The easiest way to wrap your head around this is to realize that certain instructions and groups of instructions can be rearranged, producing a binary that is different but the effect is the same. Probably, ultimately, that is all that can be done(certain other tricks could possibly be added to increase the sampling coverage such as nop like instructions, dummy instructions, etc).

The main issue is how to take an actual D function and transform it in to a new D function, which, when ran, ultimately does the same thing as the original but is not the same "binary".

Encrypting is a subset of this problem as we can take any string and use it to encode the code then decrypt it. And this may be usable, but then the encryption and decryption instructions must somehow be randomizable, else we are back at square one. It might be easier though, to use the encryption method to randomize the original function since the encryption routine is known while the original function is not(as it could be any function).

I'm not looking for a mathematical solution, just something that works well in practice. i.e., The most skilled human reading the disassembly would find it very difficult to interpret what is going on.
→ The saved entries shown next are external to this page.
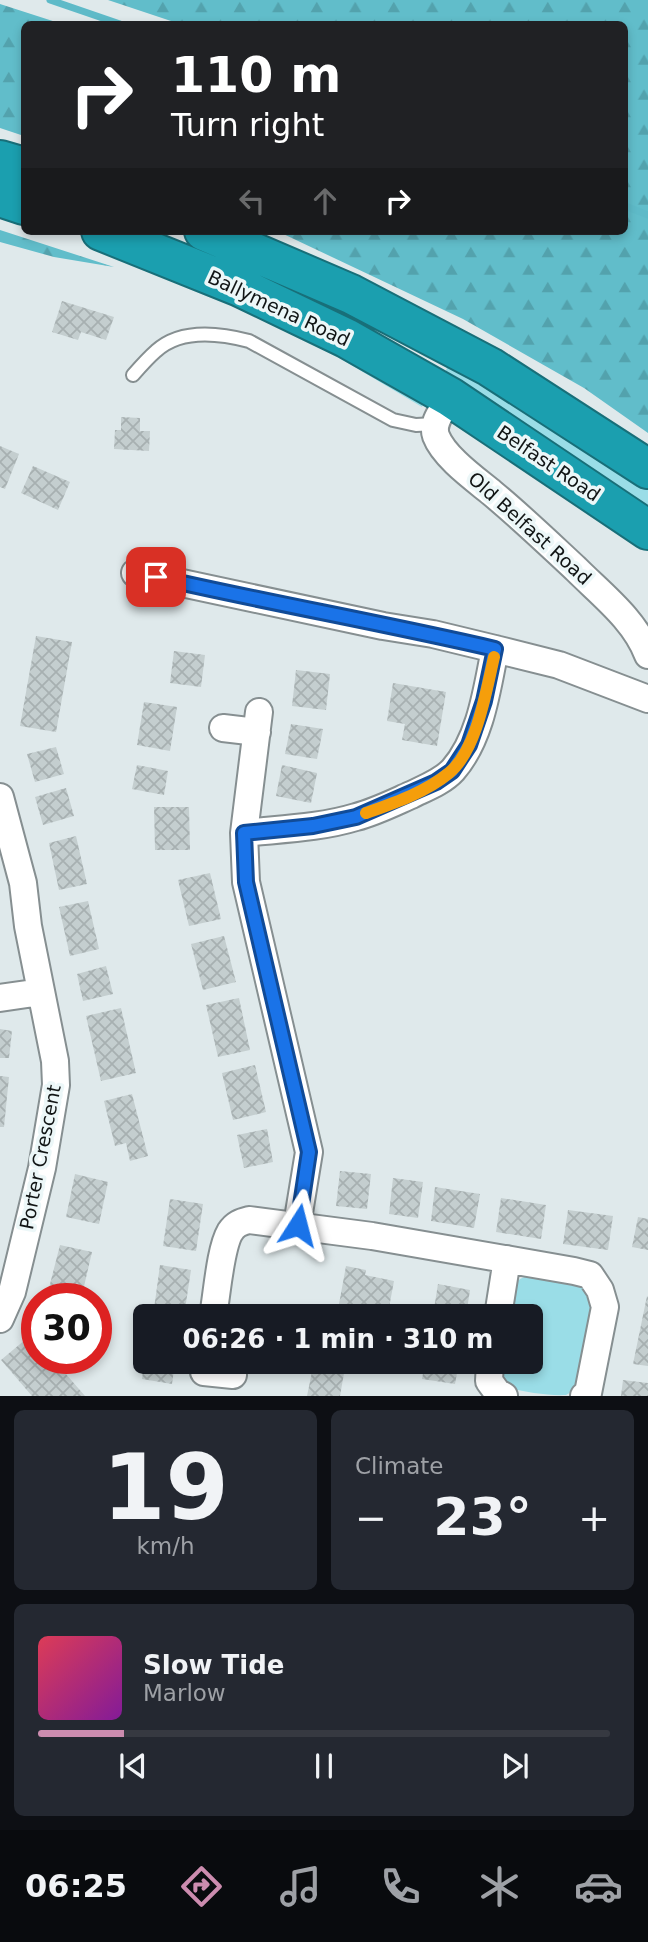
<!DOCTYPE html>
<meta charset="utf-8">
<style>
:root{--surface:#171b24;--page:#242831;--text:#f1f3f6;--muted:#9ea1a6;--line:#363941;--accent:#cc8caf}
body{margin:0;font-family:"DejaVu Sans",sans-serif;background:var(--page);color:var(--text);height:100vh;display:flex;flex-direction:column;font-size:26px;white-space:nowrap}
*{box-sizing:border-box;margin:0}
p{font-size:23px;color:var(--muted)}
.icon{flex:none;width:38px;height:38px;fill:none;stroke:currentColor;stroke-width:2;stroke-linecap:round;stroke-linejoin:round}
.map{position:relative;height:1396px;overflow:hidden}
.sheet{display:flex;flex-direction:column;gap:14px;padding:14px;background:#0d0f14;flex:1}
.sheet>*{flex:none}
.guide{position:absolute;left:21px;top:21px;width:607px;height:214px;border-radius:10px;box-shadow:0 4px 10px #0003;background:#202124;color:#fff;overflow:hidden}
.speed{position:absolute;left:21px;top:1283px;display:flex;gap:14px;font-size:35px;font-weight:700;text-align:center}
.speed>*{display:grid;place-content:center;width:91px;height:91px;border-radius:50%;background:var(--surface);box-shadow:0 4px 10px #0003;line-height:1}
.speed .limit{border:10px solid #d22;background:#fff;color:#111}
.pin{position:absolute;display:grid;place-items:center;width:60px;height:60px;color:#fff;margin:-30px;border-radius:14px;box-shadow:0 4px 10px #0006}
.me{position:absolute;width:77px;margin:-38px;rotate:9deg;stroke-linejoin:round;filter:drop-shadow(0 0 5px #0008)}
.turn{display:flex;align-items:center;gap:24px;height:147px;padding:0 35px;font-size:32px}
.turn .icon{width:91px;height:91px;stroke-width:2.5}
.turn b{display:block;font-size:49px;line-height:60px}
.lanes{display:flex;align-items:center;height:66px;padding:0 35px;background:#0003;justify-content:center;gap:35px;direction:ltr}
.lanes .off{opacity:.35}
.big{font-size:52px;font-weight:600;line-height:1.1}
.sheet .card{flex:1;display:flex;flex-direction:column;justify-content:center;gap:10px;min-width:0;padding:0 24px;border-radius:10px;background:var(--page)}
.sheet .dial{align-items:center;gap:0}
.dial b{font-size:91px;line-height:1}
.song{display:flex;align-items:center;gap:21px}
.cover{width:84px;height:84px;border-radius:10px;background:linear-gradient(135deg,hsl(350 70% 55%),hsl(290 70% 35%))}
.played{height:7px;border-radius:4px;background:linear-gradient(90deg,var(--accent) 15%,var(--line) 15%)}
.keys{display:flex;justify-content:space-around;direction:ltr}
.heat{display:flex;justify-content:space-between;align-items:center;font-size:38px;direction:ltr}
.sheet .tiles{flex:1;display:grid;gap:14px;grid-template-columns:1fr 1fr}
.card:last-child{grid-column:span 2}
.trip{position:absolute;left:133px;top:1304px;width:410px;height:70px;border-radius:10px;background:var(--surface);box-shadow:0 4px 10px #0003;font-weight:600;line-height:70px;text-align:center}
.dock{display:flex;height:112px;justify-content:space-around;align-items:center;background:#090b0e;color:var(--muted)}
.dock .icon{width:49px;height:49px}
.dock .on{color:var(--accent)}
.dock b{font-size:32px;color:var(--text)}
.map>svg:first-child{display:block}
</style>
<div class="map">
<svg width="648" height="1396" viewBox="0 0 648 1396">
<defs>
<pattern id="forest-firs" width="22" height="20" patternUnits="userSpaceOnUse" patternTransform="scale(1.75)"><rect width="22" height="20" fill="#61bdca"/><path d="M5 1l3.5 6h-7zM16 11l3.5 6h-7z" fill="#53a2ad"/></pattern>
<pattern id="building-cross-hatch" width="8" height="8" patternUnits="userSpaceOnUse" patternTransform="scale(1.75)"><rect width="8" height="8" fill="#c4cecf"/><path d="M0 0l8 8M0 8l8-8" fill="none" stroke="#a7b0b1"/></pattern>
</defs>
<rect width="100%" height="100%" fill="#dfe9eb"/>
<path fill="#9adde7" d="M304,337L423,402L422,407Z
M449,362L648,487V511L444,376Z
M534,1275L575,1283L582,1287L587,1293L592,1307L577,1384C575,1388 571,1393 566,1395C549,1396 522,1392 505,1387L498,1362H530V1316H505C511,1295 509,1277 534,1275Z"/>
<path fill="url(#forest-firs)" d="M108,0H648V433L584,388L463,319L277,231H625V24H180Z
M0,4L62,24H24V136L0,128Z
M0,230L114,267L54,257L0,242Z"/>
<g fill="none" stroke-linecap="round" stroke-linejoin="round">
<path stroke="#5ebac8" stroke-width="7" d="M50,0L120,24
M625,206L648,215"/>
</g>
<path fill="url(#building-cross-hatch)" d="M62,301L114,317L106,340L81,332L78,340L52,332Z
M121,417L140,418V431H150L149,451L114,449L115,430H121Z
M0,446L19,454L5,489L0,487Z
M33,466L70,482L58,510L21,493Z
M36,636L72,642L56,732L20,726Z
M174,651L205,655L201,687L170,683Z
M296,670L330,674L326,710L292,706Z
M393,683L446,692L437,746L402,740L405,724L387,721Z
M144,702L177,707L170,751L137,745Z
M291,724L323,729L317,759L285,754Z
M56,747L64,774L35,782L27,754Z
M137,765L168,771L164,795L132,789Z
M282,765L317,773L311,803L276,796Z
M66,788L74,816L43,825L35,797Z
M154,807H189L190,850H155Z
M76,836L87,884L59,890L49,843Z
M210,873L221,919L189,926L178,880Z
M88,901L99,949L70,956L59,907Z
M224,936L236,982L203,990L191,944Z
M106,966L113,994L83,1001L77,974Z
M239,998L250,1050L218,1057L206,1005Z
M121,1008L136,1073L101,1081L86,1016Z
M0,1029L12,1031L9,1058H0Z
M255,1065L266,1112L233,1120L222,1073Z
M0,1076L9,1077L4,1127H0Z
M132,1094L148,1156L130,1161L126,1143L115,1146L104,1101Z
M267,1129L273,1162L244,1168L237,1135Z
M340,1171L371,1174L367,1209L336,1206Z
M75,1174L108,1182L99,1224L66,1217Z
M393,1178L423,1182L418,1218L389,1214Z
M435,1187L480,1194L474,1228L431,1221Z
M501,1198L546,1205L541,1239L496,1232Z
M170,1199L203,1204L196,1251L163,1246Z
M568,1210L613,1216L608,1250L563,1244Z
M638,1217L648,1219V1250L632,1247Z
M60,1245L92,1252L82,1295L49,1288Z
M160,1265L191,1270L184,1316H153Z
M346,1266L366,1270L365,1275L394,1281L388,1313L339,1304Z
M438,1284L470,1290L466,1316L433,1315Z
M647,1296L648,1297V1366L633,1364Z
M32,1334L37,1340V1358H52L85,1396H32L1,1360Z
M144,1362H175L172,1384L142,1379Z
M314,1362H346L340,1396H307Z
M425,1362H459L455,1384L422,1379Z
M623,1380L648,1383V1396H621Z"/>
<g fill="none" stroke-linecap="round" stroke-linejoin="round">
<g stroke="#868f91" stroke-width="16">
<path id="lane" d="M133,375C140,367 148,358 156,351C181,328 219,333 249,341L393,420L416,425L435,424"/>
</g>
<g stroke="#868f91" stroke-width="30">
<path id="street" d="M450,397C444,409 431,422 436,436C444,457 475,479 492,493C521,517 548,543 576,569C602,595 635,620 648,655
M135,573L383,626L433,634L495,649L559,665L648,699
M259,712L244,833L246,882L309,1152L297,1225
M223,728L257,732
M0,797L23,883L28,926L55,1061L56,1085L42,1168L12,1292L0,1319
M244,833C281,829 320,828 356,817C375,812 393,803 411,795C425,788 442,782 453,770C481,738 487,689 495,649
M0,998L41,992
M213,1316C217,1295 220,1249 230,1232C235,1224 241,1222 249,1220L372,1236L574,1271L590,1275L600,1290L605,1307L588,1393L584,1396
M498,1316L507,1259
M490,1362L489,1381L497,1392L504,1396
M204,1372L233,1375"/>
</g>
<g stroke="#186f79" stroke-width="42">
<path id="highway" d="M0,160L24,167
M0,197L24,205
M101,231L240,287L346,338L450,397L648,530
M204,231L351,294L490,367L648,469"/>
</g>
<use href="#lane" stroke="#fff" stroke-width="12"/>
<use href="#street" stroke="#fff" stroke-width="26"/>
<use href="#highway" stroke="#1b9faf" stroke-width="38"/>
</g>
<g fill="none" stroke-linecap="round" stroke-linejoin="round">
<g stroke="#114b97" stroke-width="18">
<path id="route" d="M156,577C269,603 383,623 495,649L484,701L469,745L452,771L436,782L356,817L313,826L244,833L246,882L309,1152L298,1225"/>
</g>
<use href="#route" stroke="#1a73e8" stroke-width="12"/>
<path stroke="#f59e0b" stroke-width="12" d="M366,813C394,803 426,792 449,773C477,750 486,691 494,657"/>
</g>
<g text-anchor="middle" stroke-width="7" stroke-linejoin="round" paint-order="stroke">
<g font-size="19" fill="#111515" stroke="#ecf7f8">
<text transform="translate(279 308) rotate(25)" y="7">Ballymena Road</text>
<text transform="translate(549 463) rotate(34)" y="7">Belfast Road</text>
<text transform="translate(530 528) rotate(42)" y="7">Old Belfast Road</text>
<text transform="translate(40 1157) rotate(-79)" y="7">Porter Crescent</text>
</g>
</g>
</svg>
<div class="speed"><div class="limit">30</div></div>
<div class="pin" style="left:156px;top:577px;background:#d93025"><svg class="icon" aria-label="arrive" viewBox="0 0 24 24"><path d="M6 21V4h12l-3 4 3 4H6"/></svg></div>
<svg class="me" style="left:298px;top:1225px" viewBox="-20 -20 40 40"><path d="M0-17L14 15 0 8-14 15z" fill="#1a73e8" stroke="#fff" stroke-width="4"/></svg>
<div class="trip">06:26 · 1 min · 310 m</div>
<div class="guide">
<div class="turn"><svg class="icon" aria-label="right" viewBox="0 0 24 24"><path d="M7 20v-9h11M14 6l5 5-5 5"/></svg><div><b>110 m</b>Turn right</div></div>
<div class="lanes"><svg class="icon off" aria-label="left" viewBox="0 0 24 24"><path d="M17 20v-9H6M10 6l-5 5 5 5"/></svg><svg class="icon off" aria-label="ahead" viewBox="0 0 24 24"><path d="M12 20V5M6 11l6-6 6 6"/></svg><svg class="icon" aria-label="right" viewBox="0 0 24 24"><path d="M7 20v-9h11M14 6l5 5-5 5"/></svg></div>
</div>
</div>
<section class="sheet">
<div class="tiles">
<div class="card dial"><b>19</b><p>km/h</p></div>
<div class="card"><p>Climate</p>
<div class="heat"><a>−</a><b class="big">23°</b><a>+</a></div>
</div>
<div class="card">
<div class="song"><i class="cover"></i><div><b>Slow Tide</b><p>Marlow</p></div></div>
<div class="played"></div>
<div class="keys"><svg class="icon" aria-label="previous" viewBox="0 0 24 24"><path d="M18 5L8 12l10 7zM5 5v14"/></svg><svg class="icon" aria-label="pause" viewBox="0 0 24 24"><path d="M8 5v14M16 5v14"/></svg><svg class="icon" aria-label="next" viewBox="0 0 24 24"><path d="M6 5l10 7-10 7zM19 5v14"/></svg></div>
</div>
</div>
</section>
<nav class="dock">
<b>06:25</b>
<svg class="icon on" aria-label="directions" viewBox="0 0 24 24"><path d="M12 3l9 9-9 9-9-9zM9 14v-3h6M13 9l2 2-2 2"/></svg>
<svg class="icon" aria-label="music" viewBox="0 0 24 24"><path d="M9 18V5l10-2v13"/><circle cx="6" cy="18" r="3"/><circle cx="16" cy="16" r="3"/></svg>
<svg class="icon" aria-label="phone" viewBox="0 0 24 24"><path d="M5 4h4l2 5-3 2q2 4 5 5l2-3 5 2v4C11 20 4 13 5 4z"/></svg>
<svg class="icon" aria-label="climate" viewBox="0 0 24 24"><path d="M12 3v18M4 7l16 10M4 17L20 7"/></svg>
<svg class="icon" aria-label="car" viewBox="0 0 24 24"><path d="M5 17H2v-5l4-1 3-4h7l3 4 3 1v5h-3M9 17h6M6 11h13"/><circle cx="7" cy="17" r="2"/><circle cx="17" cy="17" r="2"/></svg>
</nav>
He might be able to figure out one encryption routine, say, but when he sees the "same code"(same effect) he will have to start from scratch to understand it because its been "randomized".

The best way I can see how to do this is to have a list of well known encoding routines that take an arbitrary function, encrypt it. Each routine can be "randomized" by using various techniques to disguise it such as those mentioned earlier. This expands the list of functions tremendously. If there are N functions and M different ways to alter each of those functions then there are N*M total functions that we can use to encrypt the original function. If we further allow function composition of these functions, then we can get several orders of magnitude of complexity with such as a few N.

The goal though, is to do this efficiently and effectively in a way that can be amended. It will be useful in copy protection and used with other techniques to make it much more effective. Ultimately the weak point with the encryption techniques is decryption the functions but by composing encryption routines makes it stronger.

Any ideas how to achieve this in D nicely?